------ Extracted entries ------

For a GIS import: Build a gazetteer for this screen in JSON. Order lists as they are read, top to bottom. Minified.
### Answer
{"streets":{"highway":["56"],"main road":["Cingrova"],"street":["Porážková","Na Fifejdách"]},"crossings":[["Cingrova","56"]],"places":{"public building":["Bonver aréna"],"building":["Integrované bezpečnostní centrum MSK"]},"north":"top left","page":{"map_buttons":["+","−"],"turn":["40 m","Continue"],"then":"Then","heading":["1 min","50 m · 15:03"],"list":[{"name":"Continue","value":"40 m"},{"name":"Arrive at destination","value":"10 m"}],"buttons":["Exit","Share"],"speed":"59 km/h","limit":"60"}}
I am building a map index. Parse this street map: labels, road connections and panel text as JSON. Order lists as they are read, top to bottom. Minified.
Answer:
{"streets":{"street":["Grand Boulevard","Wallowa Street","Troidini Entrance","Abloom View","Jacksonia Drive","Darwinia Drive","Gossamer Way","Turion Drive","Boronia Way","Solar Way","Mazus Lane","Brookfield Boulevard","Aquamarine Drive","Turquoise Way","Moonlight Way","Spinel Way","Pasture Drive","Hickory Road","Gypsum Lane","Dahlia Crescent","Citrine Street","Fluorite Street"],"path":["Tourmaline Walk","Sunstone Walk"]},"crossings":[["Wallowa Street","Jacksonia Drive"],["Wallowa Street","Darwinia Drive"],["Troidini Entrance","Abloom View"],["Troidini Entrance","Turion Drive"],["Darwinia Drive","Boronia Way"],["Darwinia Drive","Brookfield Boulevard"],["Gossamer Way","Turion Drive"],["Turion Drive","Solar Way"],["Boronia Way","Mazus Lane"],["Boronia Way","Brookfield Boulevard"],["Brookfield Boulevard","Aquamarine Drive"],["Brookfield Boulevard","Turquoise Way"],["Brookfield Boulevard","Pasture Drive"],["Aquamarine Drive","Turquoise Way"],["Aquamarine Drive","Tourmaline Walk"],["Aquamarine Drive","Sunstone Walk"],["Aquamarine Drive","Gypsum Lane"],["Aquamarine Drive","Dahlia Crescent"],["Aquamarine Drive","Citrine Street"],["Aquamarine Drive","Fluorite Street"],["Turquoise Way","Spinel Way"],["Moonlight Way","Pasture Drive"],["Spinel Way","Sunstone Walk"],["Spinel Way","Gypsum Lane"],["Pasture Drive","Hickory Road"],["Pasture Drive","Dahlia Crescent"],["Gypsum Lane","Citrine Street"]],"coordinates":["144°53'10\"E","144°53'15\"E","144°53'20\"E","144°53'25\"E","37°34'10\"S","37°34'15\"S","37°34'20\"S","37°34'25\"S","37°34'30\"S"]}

------

◆ **Problem description**
The material is to be written out again in full, with no word altered.

◆ **Written answer**
For a GIS import: Build a gazetteer for this screen in JSON. Order lists as they are read, top to bottom. Minified.
### Answer
{"streets":{"highway":["56"],"main road":["Cingrova"],"street":["Porážková","Na Fifejdách"]},"crossings":[["Cingrova","56"]],"places":{"public building":["Bonver aréna"],"building":["Integrované bezpečnostní centrum MSK"]},"north":"top left","page":{"map_buttons":["+","−"],"turn":["40 m","Continue"],"then":"Then","heading":["1 min","50 m · 15:03"],"list":[{"name":"Continue","value":"40 m"},{"name":"Arrive at destination","value":"10 m"}],"buttons":["Exit","Share"],"speed":"59 km/h","limit":"60"}}
I am building a map index. Parse this street map: labels, road connections and panel text as JSON. Order lists as they are read, top to bottom. Minified.
Answer:
{"streets":{"street":["Grand Boulevard","Wallowa Street","Troidini Entrance","Abloom View","Jacksonia Drive","Darwinia Drive","Gossamer Way","Turion Drive","Boronia Way","Solar Way","Mazus Lane","Brookfield Boulevard","Aquamarine Drive","Turquoise Way","Moonlight Way","Spinel Way","Pasture Drive","Hickory Road","Gypsum Lane","Dahlia Crescent","Citrine Street","Fluorite Street"],"path":["Tourmaline Walk","Sunstone Walk"]},"crossings":[["Wallowa Street","Jacksonia Drive"],["Wallowa Street","Darwinia Drive"],["Troidini Entrance","Abloom View"],["Troidini Entrance","Turion Drive"],["Darwinia Drive","Boronia Way"],["Darwinia Drive","Brookfield Boulevard"],["Gossamer Way","Turion Drive"],["Turion Drive","Solar Way"],["Boronia Way","Mazus Lane"],["Boronia Way","Brookfield Boulevard"],["Brookfield Boulevard","Aquamarine Drive"],["Brookfield Boulevard","Turquoise Way"],["Brookfield Boulevard","Pasture Drive"],["Aquamarine Drive","Turquoise Way"],["Aquamarine Drive","Tourmaline Walk"],["Aquamarine Drive","Sunstone Walk"],["Aquamarine Drive","Gypsum Lane"],["Aquamarine Drive","Dahlia Crescent"],["Aquamarine Drive","Citrine Street"],["Aquamarine Drive","Fluorite Street"],["Turquoise Way","Spinel Way"],["Moonlight Way","Pasture Drive"],["Spinel Way","Sunstone Walk"],["Spinel Way","Gypsum Lane"],["Pasture Drive","Hickory Road"],["Pasture Drive","Dahlia Crescent"],["Gypsum Lane","Citrine Street"]],"coordinates":["144°53'10\"E","144°53'15\"E","144°53'20\"E","144°53'25\"E","37°34'10\"S","37°34'15\"S","37°34'20\"S","37°34'25\"S","37°34'30\"S"]}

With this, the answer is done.